To create these new variables we can thus run:
ucdp <- ucdp %>% mutate(log_low = log1p(low),
log_best = log1p(best),
log_high = lop1(best))
We could also use multiple variables to create one new variable. For instance, if we want to separate the number of battle related deaths of side a and b from those that are unknown or civilians, we could simply add:
ucdp <- ucdp %>% mutate(deaths_ab = deaths_a + deaths_b)
9.3.1 Creating categorical or dummy variables
A special case of creating new variables is when we want to create new categorical variables which will take different values depending on the values of the old variables. For the creation of these types of variables, we can use the ifelse()
or case_when()
functions. Both functions takes a conditional (i.e. something which is either true or false) first, but then they differ. ifelse()
takes the conditional as the first argument and then takes the value if the conditional is true as the second argument, and the value if it is false as the third. For case_when()

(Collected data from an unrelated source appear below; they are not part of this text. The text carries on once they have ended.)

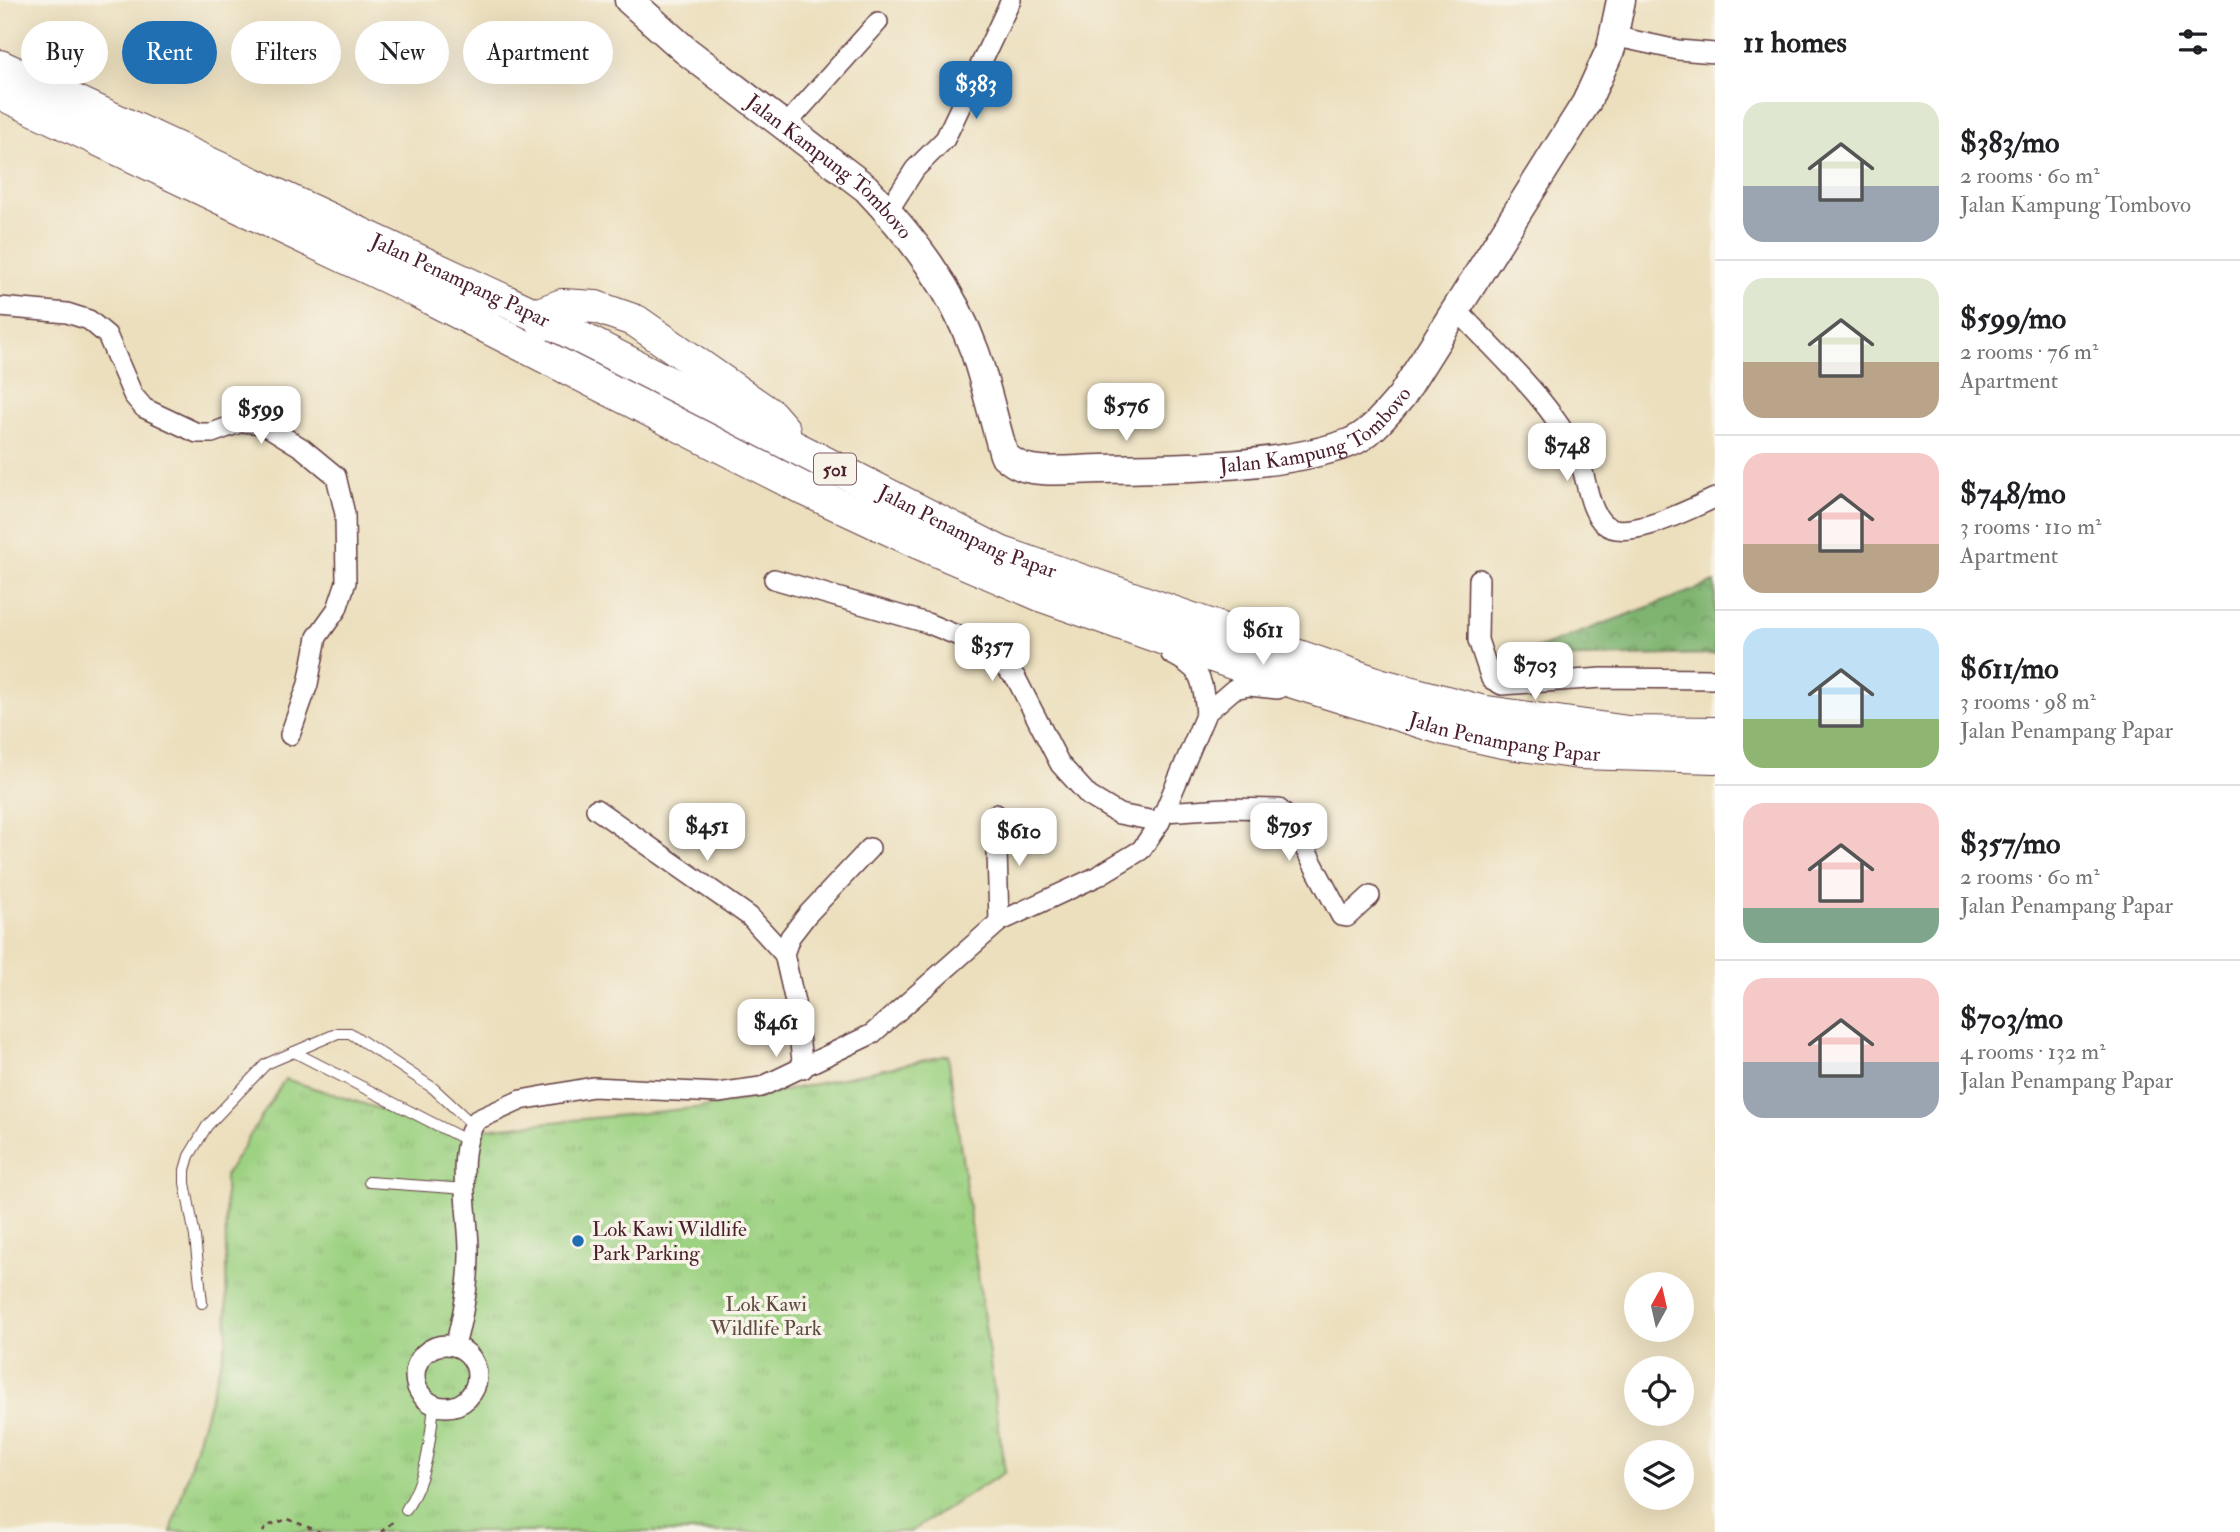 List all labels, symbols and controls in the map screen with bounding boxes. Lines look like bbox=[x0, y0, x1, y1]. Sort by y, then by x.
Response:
chip: Buy bbox=[21, 21, 108, 84]
chip: Rent bbox=[122, 21, 217, 84]
chip: Filters bbox=[231, 21, 341, 84]
chip: New bbox=[355, 21, 449, 84]
chip: Apartment bbox=[463, 21, 613, 84]
icon: filters bbox=[2174, 23, 2212, 61]
text: 11 homes bbox=[1743, 24, 1847, 61]
pin: $383 bbox=[935, 61, 1017, 121]
text: $383 bbox=[955, 69, 997, 98]
street label: Jalan Kampung Tombovo bbox=[740, 88, 918, 245]
text: $383/mo bbox=[1960, 124, 2060, 161]
icon: home bbox=[1799, 130, 1883, 214]
text: 2 rooms · 60 m² bbox=[1960, 161, 2100, 190]
text: Jalan Kampung Tombovo bbox=[1960, 190, 2191, 219]
street label: Jalan Penampang Papar bbox=[366, 227, 555, 334]
text: $599/mo bbox=[1960, 300, 2066, 337]
icon: home bbox=[1799, 306, 1883, 390]
text: 2 rooms · 76 m² bbox=[1960, 337, 2098, 366]
text: Apartment bbox=[1960, 366, 2058, 395]
street label: Jalan Kampung Tombovo bbox=[1218, 382, 1418, 480]
pin: $576 bbox=[1085, 384, 1167, 443]
pin: $599 bbox=[220, 386, 302, 446]
text: $576 bbox=[1103, 391, 1149, 420]
text: $599 bbox=[238, 394, 284, 423]
pin: $748 bbox=[1526, 424, 1608, 483]
text: $748 bbox=[1544, 431, 1590, 460]
road number: 501 bbox=[814, 454, 856, 484]
text: $748/mo bbox=[1960, 475, 2066, 512]
street label: Jalan Penampang Papar bbox=[872, 478, 1060, 585]
icon: home bbox=[1799, 481, 1883, 565]
text: 3 rooms · 110 m² bbox=[1960, 512, 2101, 541]
text: Apartment bbox=[1960, 541, 2058, 570]
pin: $611 bbox=[1222, 608, 1304, 667]
text: $611 bbox=[1243, 615, 1283, 644]
pin: $357 bbox=[951, 624, 1033, 683]
text: $357 bbox=[971, 631, 1013, 660]
pin: $703 bbox=[1494, 642, 1576, 702]
text: $703 bbox=[1513, 650, 1557, 679]
text: $611/mo bbox=[1960, 650, 2059, 687]
icon: home bbox=[1799, 656, 1883, 740]
text: 3 rooms · 98 m² bbox=[1960, 687, 2096, 716]
street label: Jalan Penampang Papar bbox=[1404, 706, 1601, 768]
text: Jalan Penampang Papar bbox=[1960, 716, 2173, 745]
pin: $451 bbox=[666, 804, 748, 863]
pin: $795 bbox=[1248, 804, 1330, 863]
pin: $610 bbox=[978, 808, 1060, 868]
text: $451 bbox=[685, 811, 729, 840]
text: $795 bbox=[1266, 811, 1312, 840]
text: $610 bbox=[997, 816, 1041, 845]
text: $357/mo bbox=[1960, 825, 2061, 862]
icon: home bbox=[1799, 831, 1883, 915]
text: 2 rooms · 60 m² bbox=[1960, 862, 2100, 891]
text: Jalan Penampang Papar bbox=[1960, 891, 2173, 920]
pin: $461 bbox=[735, 1000, 817, 1059]
text: $703/mo bbox=[1960, 1000, 2063, 1037]
icon: home bbox=[1799, 1006, 1883, 1090]
text: $461 bbox=[753, 1007, 799, 1036]
text: 4 rooms · 132 m² bbox=[1960, 1037, 2106, 1066]
text: Jalan Penampang Papar bbox=[1960, 1066, 2173, 1095]
place label: Lok Kawi Wildlife Park Parking bbox=[592, 1216, 747, 1267]
marker: Lok Kawi Wildlife Park Parking bbox=[570, 1233, 586, 1249]
north arrow bbox=[1624, 1272, 1694, 1342]
map controls bbox=[1624, 1272, 1694, 1510]
park label: Lok Kawi Wildlife Park bbox=[709, 1291, 822, 1342]
button: locate bbox=[1624, 1356, 1694, 1426]
button: layers bbox=[1624, 1440, 1694, 1510]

the conditional is followed a tilde, ~
, then the value if it is true. This entire line, which is a formula in R, is considered the first argument. We can then add more conditionals and the value the variable should take as additional arguments. To add a value for when all conditionals are FALSE, we have to add a new argument which is simply TRUE
followed by a ~
and then the value it should take if the first conditional is false. If the TRUE
conditional is not specified at the end, all observations which do not fulfill any of the conditionals will receive NA
as their value. The upside of case_when
is that you can easily string multiple conditionals together by adding them as arguments.
For instance, we may want to add a dummy variable for whether or not there are civilian deaths in an event. We can do this by:
ucdp <- ucdp %>% mutate(civilian_casualties = case_when(deaths_civilians>0 ~ 1,
TRUE ~ 0))
# OR using ifelse()
ucdp <- ucdp %>% mutate(civilian_casualties = ifelse(deaths_civilians>0,1,,0))
Try to familiarizee yourselfs primarily with the case_when()
function as this is the most useful when manipulating data.
9.4 Piping it all together
Finally for this chapter, let us look at how we can use pipes to make our workflow and code easier. The best functionality of the pipe is that we can string multiple pipes together in one body of code. This allows us to use multiple verb functions simultaneously without having to save the data objects in between. For instance, let us say that we want to perform all of the operations we have done above. We can do it operation by operation, like this:
## Mutating
ucdp <- ucdp %>% mutate(log_low = log1p(low),
log_best = log1p(best),
log_high = lop1(best),
deaths_ab = deaths_a + deaths_b,
civilian_casualties = case_when(deaths_civilians>0 ~ 1,
TRUE ~ 0))
## Selecting
ucdp_red <- ucdp %>%select(id,year,conflict_name,
34,36,starts_with("deaths"),
45:47)
ucdp_civ_europe <- ucdp_red %>% filter(deaths_civilians>0, region == "Europe")
However, this is a bit cumbersome, and require us to assign objects multiple times along the way. An easier way of doing this is simply to string the operations of the verb-functions together to do them all at once. This makes your code much cleaner and easier to read, but also makes more intuitive sense when writing the code. You do this using the tidyverse pipes. Note that we still need to assign the output to a object name, and we will use the last of the ones above.
ucdp_civ_europe <- ucdp %>% mutate(log_low = log1p(low),
log_best = log1p(best),
log_high = lop1(best),
deaths_ab = deaths_a + deaths_b,
civilian_casualties = case_when(deaths_civilians>0 ~ 1,
TRUE ~ 0)) %>%
select(id,year,conflict_name,
34,36,starts_with("deaths"),
45:47) %>%
filter(deaths_civilians>0, region == "Europe")
As you can see we simply string the piped outputs together to do all of our operations at once, so that we don’t have to intermittently save the data along the way.